Hi,
Nutch in trunk was very stable but since few last days they have some
problems. You can try build from last week it's much better than 0.9.
It looks that they should release rc1 in 2-3 weeks
John Martyniak pisze:
Thank you, that sounds like a close match to what I am looking for.
It looks like it is part of 1.0, I am only using 0.9 at this time.
But I think I read that a RC1 was coming out soon, so might use that,
but I will download a nightly build and play with that.
My site isn't production yet, but we are building a large index (Right
now it is sitting at around ~3.5 million urls), is Nutch-trunk stable
enough to use to do the fetching and indexing?
-John
On Mar 3, 2009, at 11:11 AM, Bartosz Gadzimski wrote:
Oh, I forgot. I didn't test that one so can tell you how it works.
I know that many people are makeing generate, fetch, etc. loops very
often to make sites fresh
John Martyniak pisze:
Justin,
thanks for the info this very helpful.
This value would apply to all pages though. I was thinking that if
you have things like youtube.com, cnn.com, etc in your index you
would probably want them to be re-fetched more frequently. So I was
wondering if there was some filter or other plugin, that is in nutch
that will let you specify that value.
Once option I was thinking of was creating a list of the URLs and
then import that when creating the segment to be fetched. But that
would include a lot of outside processing.
-John
On Mar 3, 2009, at 10:51 AM, Justin Yao wrote:
Hi John,
You can find below parameters in conf/nutch-default.xml.

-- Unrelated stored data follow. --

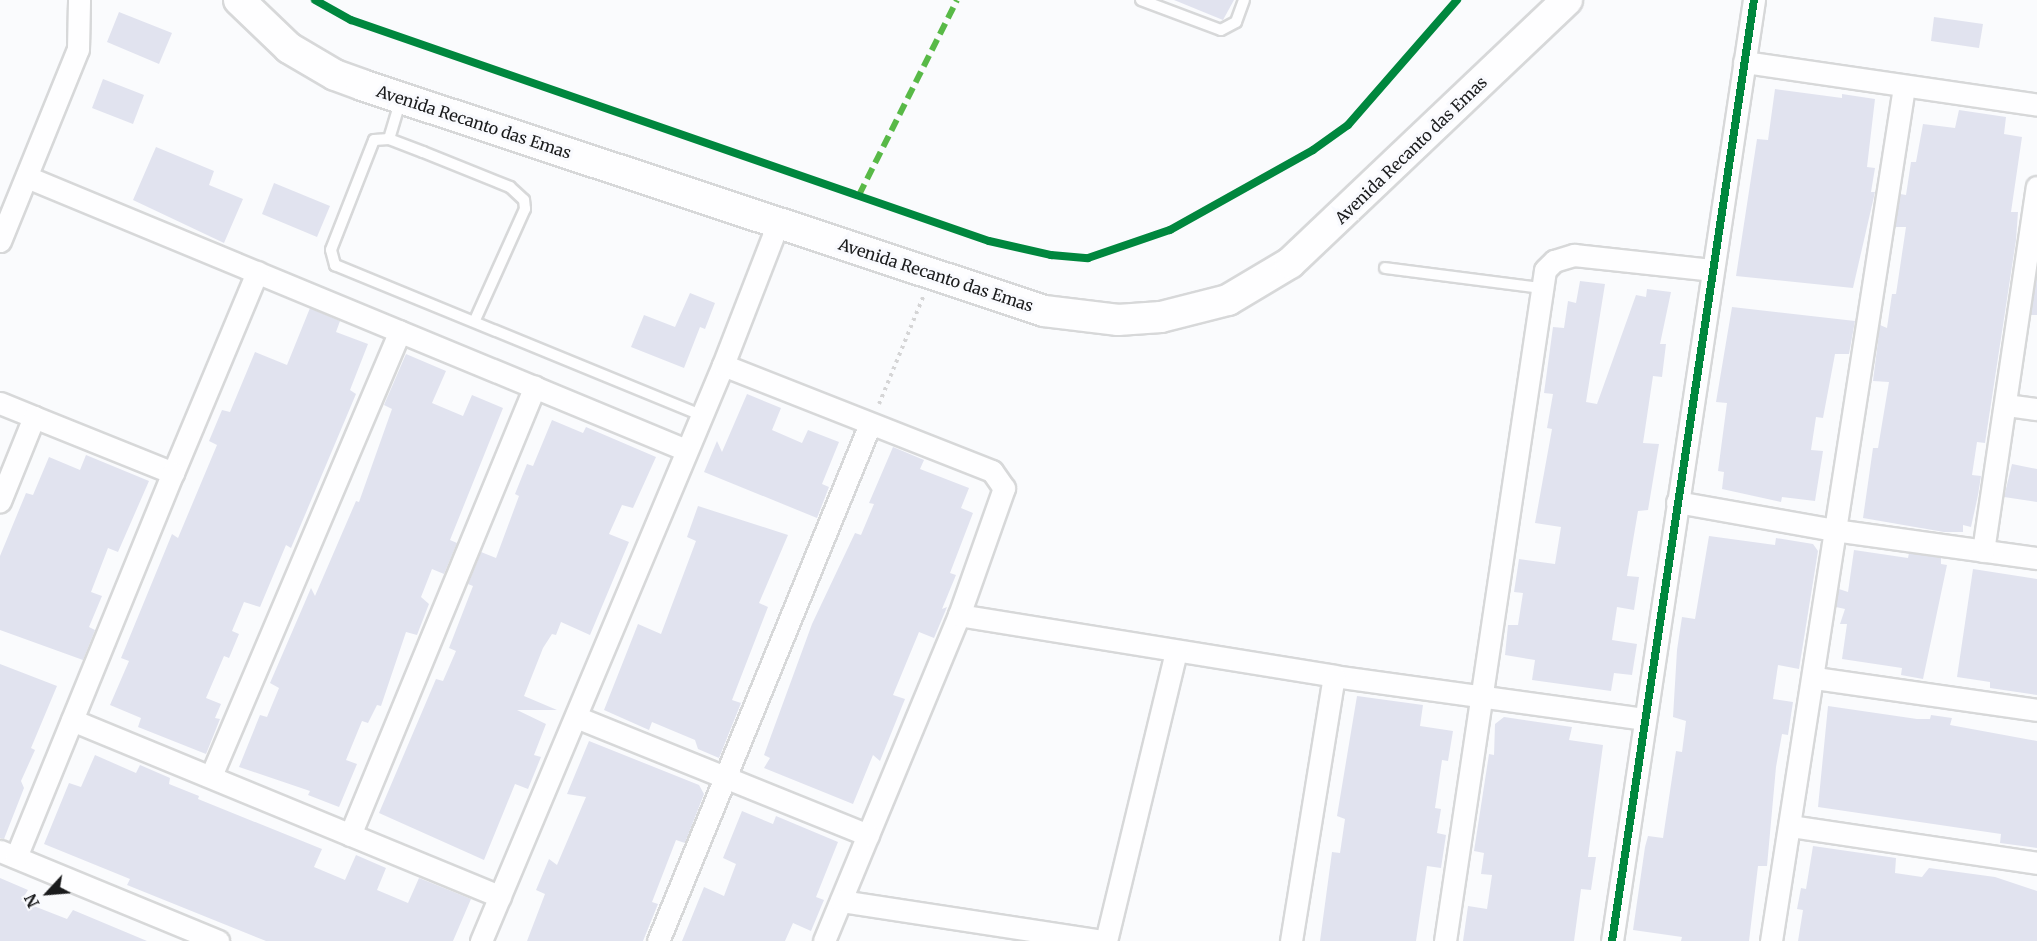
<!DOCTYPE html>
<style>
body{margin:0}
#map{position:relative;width:2037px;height:941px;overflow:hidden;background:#fafbfd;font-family:Merriweather,serif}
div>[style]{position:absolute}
.building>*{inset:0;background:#e1e3ef}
.path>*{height:4px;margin-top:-2px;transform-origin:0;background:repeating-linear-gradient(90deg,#d5d5d6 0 3px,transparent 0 7.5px)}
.roads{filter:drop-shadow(2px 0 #d7d8d9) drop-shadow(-2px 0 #d7d8d9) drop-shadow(0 2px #d7d8d9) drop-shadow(0 -2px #d7d8d9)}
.lane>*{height:10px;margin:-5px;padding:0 5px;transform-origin:5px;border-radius:5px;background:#fefeff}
.street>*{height:21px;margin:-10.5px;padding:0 10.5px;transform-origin:10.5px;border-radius:10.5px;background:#fefeff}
.secondary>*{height:30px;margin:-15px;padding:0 15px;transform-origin:15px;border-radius:15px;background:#fefeff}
.quiet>*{height:6px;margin-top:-3px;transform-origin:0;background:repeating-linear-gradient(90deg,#58b947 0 12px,transparent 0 18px)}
.cycleway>*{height:8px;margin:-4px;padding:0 4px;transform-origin:4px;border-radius:4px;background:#00873e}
span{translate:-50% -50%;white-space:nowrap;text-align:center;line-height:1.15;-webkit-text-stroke:6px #f9fafe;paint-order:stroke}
.street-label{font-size:16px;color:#1a1b1c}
.north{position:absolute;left:18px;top:863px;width:60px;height:60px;-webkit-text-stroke:4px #f9fafe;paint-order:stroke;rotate:244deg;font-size:16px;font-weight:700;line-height:24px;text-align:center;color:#1a1b1c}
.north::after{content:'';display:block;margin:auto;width:21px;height:27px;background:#1a1b1c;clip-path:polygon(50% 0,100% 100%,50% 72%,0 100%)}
</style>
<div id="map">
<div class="building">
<div style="clip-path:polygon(1174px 0,1234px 0,1223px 20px)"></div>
<div style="clip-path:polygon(119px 12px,172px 33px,159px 64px,107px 42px)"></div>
<div style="clip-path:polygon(1934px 17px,1983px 24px,1979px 48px,1931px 41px)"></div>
<div style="clip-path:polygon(103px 79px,144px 95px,133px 124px,92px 108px)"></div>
<div style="clip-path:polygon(1775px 89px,1842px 98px,1842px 94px,1875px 99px,1867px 167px,1875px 168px,1871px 192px,1875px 192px,1853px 288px,1736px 276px,1757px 139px,1768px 140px)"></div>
<div style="clip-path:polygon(1959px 110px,2006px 117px,2004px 134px,2022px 137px,2011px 212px,2018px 212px,2016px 240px,1985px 443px,1977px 442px,1972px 475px,1981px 476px,1978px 495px,1971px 527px,1963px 525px,1963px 532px,1944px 532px,1863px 518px,1873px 448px,1878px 448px,1889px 382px,1873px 381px,1880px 325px,1887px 328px,1892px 294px,1896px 294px,1906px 227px,1895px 227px,1900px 194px,1906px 195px,1911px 162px,1916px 162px,1923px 124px,1955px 128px)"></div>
<div style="clip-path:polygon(156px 147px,214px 171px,209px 185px,243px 199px,224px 243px,133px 200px)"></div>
<div style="clip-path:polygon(274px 183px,330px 206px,317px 237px,262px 214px)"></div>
<div style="clip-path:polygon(2037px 274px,2037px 315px,2031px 315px)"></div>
<div style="clip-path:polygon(1580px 281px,1605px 284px,1586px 402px,1597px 404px,1636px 295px,1646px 297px,1647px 289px,1671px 292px,1660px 344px,1666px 344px,1662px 377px,1653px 376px,1643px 443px,1659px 444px,1648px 510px,1638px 511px,1627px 576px,1639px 577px,1634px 610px,1617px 607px,1612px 640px,1637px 644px,1632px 675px,1614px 673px,1611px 691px,1532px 680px,1535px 660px,1505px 655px,1508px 625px,1518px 625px,1523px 593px,1514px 592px,1519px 559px,1555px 564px,1561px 527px,1535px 523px,1552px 429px,1547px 428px,1553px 394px,1544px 393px,1553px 327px,1564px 328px,1568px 301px,1576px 303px)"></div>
<div style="clip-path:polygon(690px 293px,715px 303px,705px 329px,700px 327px,684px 368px,631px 347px,644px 315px,675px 327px)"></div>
<div style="clip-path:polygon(1732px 307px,1855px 321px,1849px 354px,1835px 354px,1823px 418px,1816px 417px,1811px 450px,1823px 451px,1815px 501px,1782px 497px,1781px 502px,1722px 489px,1724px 472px,1718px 471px,1727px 403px,1716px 402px)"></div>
<div style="clip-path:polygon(310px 308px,340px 321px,336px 332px,368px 344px,350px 390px,356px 394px,291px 548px,286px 545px,260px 607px,244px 602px,232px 631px,239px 634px,229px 658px,224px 656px,206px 698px,221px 704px,215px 718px,220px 719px,206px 754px,138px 727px,141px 718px,110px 705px,129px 661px,121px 658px,172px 534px,178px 538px,217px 445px,209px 441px,222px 410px,230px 412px,255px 352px,287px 365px)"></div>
<div style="clip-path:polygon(406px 354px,446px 371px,432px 403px,463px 416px,472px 395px,503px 408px,450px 540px,457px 543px,444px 574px,432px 569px,421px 597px,429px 604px,417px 635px,406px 632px,381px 706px,377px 705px,368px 723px,362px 721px,346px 760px,357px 764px,339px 807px,308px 795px,310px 791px,239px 767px,260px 715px,267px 717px,279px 688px,270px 683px,311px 588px,315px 596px,356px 501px,359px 502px,392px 409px,384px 405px)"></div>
<div style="clip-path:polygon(747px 394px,781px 408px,772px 430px,802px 443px,808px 430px,839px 442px,822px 484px,829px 487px,817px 518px,704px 472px,717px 441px,722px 452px)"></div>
<div style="clip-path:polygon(552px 420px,583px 433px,586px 427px,656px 457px,633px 508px,622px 505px,609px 534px,629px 542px,590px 635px,561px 622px,556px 635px,552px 634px,543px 648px,524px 696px,557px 710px,517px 710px,546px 724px,534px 755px,541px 757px,528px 789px,515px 784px,484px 860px,379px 813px,436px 679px,443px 681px,456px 651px,449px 648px,473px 586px,468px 584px,481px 552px,496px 558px,519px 496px,515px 494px,527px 464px,533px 466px)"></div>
<div style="clip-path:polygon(893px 447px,924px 460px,920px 469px,969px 488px,961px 508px,973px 513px,950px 573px,956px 575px,942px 609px,947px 607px,934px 638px,919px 632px,893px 695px,905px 699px,880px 761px,873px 755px,853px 804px,764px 768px,770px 758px,764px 755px,812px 624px,855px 533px,861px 535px,874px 504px,869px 503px)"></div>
<div style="clip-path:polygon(86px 455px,149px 481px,118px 552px,108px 548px,91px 592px,102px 596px,89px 627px,95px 630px,83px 660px,0 630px,0 556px,26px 493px,33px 495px,49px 457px,80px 470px)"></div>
<div style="clip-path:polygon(2012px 464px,2037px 469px,2037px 502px,2004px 497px)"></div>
<div style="clip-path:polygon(698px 506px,788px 535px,759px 603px,768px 607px,732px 700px,741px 703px,719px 758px,698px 749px,695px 740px,652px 722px,649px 730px,604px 710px,638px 624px,661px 634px,696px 541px,687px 537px)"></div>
<div style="clip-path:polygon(1709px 536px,1775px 545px,1776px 538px,1813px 544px,1818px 551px,1799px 669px,1778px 665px,1773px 699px,1793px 702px,1788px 735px,1782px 734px,1776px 767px,1767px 866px,1758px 866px,1749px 941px,1681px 941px,1682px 937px,1633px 930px,1645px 847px,1648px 836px,1663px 838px,1676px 751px,1682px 752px,1686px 721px,1673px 717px,1677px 650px,1682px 617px,1695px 619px)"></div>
<div style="clip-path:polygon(1854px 550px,1908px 558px,1909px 553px,1941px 558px,1941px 564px,1947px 565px,1923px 679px,1901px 675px,1902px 668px,1842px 659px,1847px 624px,1840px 624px,1845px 609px,1836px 607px,1839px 589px,1848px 592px)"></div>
<div style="clip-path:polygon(1973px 569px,2037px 579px,2037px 695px,1990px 688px,1990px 682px,1957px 677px)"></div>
<div style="clip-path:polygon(0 664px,57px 686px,31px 748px,35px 750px,21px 781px,24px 788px,4px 839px,0 838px)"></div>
<div style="clip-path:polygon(1357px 696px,1423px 705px,1420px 726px,1453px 731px,1448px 761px,1442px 760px,1435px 808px,1441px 809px,1437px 833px,1446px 835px,1441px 868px,1427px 866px,1416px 941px,1320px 941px,1332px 852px,1340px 853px,1345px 819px,1337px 816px)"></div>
<div style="clip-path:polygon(1828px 706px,1917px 719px,1930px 719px,1931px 715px,1952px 718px,1950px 725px,2037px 741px,2037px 848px,2000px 843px,2001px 834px,1818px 807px)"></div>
<div style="clip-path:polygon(1504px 717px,1572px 727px,1569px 740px,1603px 745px,1588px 857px,1596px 857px,1591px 890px,1581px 889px,1574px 941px,1463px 941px,1468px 906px,1487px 909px,1492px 875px,1481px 874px,1484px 853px,1474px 851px,1489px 754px,1494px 755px,1495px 724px)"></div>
<div style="clip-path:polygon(589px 741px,699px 785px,704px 794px,685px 843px,676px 840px,652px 902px,658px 904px,643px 941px,527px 941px,545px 894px,536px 890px,549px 859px,557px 865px,586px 797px,567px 794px)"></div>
<div style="clip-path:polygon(95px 755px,136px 773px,140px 765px,170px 778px,169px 784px,199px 796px,198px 799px,322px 849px,314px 867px,345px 880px,356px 855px,386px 868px,377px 890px,408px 903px,419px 878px,471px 899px,453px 941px,266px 941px,127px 885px,130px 879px,44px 844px,69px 783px,81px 787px)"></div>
<div style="clip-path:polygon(742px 811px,773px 824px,776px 816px,838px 842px,816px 897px,824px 900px,811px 931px,793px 923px,785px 941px,682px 941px,704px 887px,724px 896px,736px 864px,723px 858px)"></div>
<div style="clip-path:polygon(1813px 846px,1896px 858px,1895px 873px,1922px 877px,1929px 868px,1995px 877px,2037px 891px,2037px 941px,1798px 941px,1803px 910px,1797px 909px,1801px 888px,1806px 889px)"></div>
<div style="clip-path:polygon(0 878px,28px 890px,21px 901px,67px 919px,73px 910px,147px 941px,0 941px)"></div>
</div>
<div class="path">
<div style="left:879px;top:404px;width:116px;rotate:-67.6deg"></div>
</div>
<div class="roads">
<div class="lane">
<div style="left:1141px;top:0;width:85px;rotate:20.6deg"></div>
<div style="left:1221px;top:30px;width:17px;rotate:-28deg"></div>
<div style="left:1236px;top:22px;width:23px;rotate:-70deg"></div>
<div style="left:389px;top:139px;width:42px;rotate:-73.3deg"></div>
<div style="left:1385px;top:268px;width:157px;rotate:7.3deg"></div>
<div style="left:475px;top:320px;width:122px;rotate:-65.8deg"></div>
<div style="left:525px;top:209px;width:9px;rotate:-96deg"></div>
<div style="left:524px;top:200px;width:19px;rotate:-137deg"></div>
<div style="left:510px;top:187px;width:94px;rotate:-158.1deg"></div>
<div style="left:423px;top:152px;width:36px;rotate:-159deg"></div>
<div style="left:389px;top:139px;width:15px;rotate:176deg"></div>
<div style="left:374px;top:140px;width:118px;rotate:111.4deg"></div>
<div style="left:331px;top:250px;width:16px;rotate:75deg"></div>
<div style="left:335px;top:265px;width:395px;rotate:22.3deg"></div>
</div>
<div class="street">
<div style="left:1744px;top:62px;width:296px;rotate:8.3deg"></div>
<div style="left:27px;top:177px;width:713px;rotate:22.5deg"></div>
<div style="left:0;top:241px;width:207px;rotate:-67.9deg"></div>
<div style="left:78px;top:49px;width:49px;rotate:-88.8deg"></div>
<div style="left:723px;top:365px;width:289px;rotate:21.5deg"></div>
<div style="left:992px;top:471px;width:21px;rotate:55deg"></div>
<div style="left:1004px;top:488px;width:135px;rotate:109.5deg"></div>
<div style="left:959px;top:615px;width:353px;rotate:112.5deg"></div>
<div style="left:0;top:403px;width:37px;rotate:22deg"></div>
<div style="left:34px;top:417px;width:91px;rotate:112deg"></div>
<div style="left:2007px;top:405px;width:30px;rotate:8deg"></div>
<div style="left:34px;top:417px;width:150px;rotate:21.9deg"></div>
<div style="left:173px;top:473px;width:218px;rotate:-67.3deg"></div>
<div style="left:1677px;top:502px;width:159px;rotate:10.1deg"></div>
<div style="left:1834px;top:530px;width:205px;rotate:7.9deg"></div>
<div style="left:1983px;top:551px;width:368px;rotate:-81.6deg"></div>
<div style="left:959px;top:615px;width:380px;rotate:9.2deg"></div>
<div style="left:1334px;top:676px;width:313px;rotate:7.9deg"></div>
<div style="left:1815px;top:678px;width:224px;rotate:8.2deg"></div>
<div style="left:576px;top:717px;width:315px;rotate:22deg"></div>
<div style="left:72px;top:720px;width:463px;rotate:22.4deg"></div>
<div style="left:211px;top:776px;width:483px;rotate:-67deg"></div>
<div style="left:1790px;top:826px;width:250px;rotate:8.5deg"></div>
<div style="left:350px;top:835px;width:485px;rotate:-67.6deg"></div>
<div style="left:0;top:851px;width:236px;rotate:22.4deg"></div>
<div style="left:16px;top:857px;width:415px;rotate:-67.8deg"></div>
<div style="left:841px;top:901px;width:265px;rotate:8.7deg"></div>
<div style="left:481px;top:941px;width:625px;rotate:-67.21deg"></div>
<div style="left:723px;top:365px;width:152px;rotate:-68.8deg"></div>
<div style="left:658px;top:941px;width:559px;rotate:-67.7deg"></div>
<div style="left:1106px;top:941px;width:297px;rotate:-76.4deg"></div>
<div style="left:1291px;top:941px;width:268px;rotate:-80.8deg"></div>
<div style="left:1445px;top:941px;width:678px;rotate:-81.52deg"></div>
<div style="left:1545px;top:270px;width:13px;rotate:-45deg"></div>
<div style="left:1554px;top:261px;width:21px;rotate:-17deg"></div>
<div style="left:1574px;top:255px;width:138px;rotate:6.2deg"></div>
<div style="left:1612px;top:941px;width:952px;rotate:-81.42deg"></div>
<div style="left:1771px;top:941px;width:864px;rotate:-81.15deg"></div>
</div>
<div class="secondary">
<div style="left:239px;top:0;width:69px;rotate:43.8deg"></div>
<div style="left:289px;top:48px;width:53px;rotate:30.4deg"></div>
<div style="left:335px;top:75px;width:29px;rotate:20deg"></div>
<div style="left:362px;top:85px;width:718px;rotate:18.33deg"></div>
<div style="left:1044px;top:311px;width:75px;rotate:6.9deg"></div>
<div style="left:1118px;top:320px;width:43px;rotate:-4deg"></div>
<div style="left:1161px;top:317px;width:69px;rotate:-14.2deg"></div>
<div style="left:1228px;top:300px;width:72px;rotate:-30.8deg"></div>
<div style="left:1290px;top:263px;width:382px;rotate:-43.5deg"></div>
</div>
</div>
<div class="quiet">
<div style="left:859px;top:195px;width:218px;rotate:-63.3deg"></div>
</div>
<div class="cycleway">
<div style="left:315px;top:0;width:41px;rotate:29.1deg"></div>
<div style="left:351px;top:20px;width:675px;rotate:19.11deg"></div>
<div style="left:989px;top:241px;width:64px;rotate:12.7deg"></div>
<div style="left:1051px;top:255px;width:37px;rotate:5deg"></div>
<div style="left:1088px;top:258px;width:87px;rotate:-18.9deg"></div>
<div style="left:1170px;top:230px;width:164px;rotate:-29.2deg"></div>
<div style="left:1313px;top:150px;width:43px;rotate:-35.5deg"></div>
<div style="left:1348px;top:125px;width:166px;rotate:-48.9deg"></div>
<div style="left:1612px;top:941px;width:952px;rotate:-81.42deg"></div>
</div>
<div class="street-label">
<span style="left:474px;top:122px;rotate:18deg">Avenida Recanto das Emas</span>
<span style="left:1411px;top:150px;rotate:-44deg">Avenida Recanto das Emas</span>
<span style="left:936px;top:275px;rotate:18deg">Avenida Recanto das Emas</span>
</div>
<div class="north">N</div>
</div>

You can
change the value and put your own one in conf/nutch-site.xml
<property>
<name>db.default.fetch.interval</name>
<value>30</value>
<description>(DEPRECATED) The default number of days between
re-fetches of a page.
</description>
</property>
<property>
<name>db.fetch.interval.default</name>
<value>2592000</value>
<description>The default number of seconds between re-fetches of a
page (30 days).
</description>
</property>
<property>
<name>db.fetch.interval.max</name>
<value>7776000</value>
<description>The maximum number of seconds between re-fetches of a
page
(90 days). After this period every page in the db will be re-tried, no
matter what is its status.
</description>
</property>
Justin
John Martyniak wrote:
How does nutch determine when content needs to be re-fetched? The
way that I understand it is that it is "next fetch" date which 7
days in the future.
Is there anyway to change that? Or to increase the fetching
interval. Or somehow base it on how many times a piece of content
is requested.
I would like to keep the content as fresh as possible, and the
information changes more frequently than every 7 days.
Thanks in advance,
-John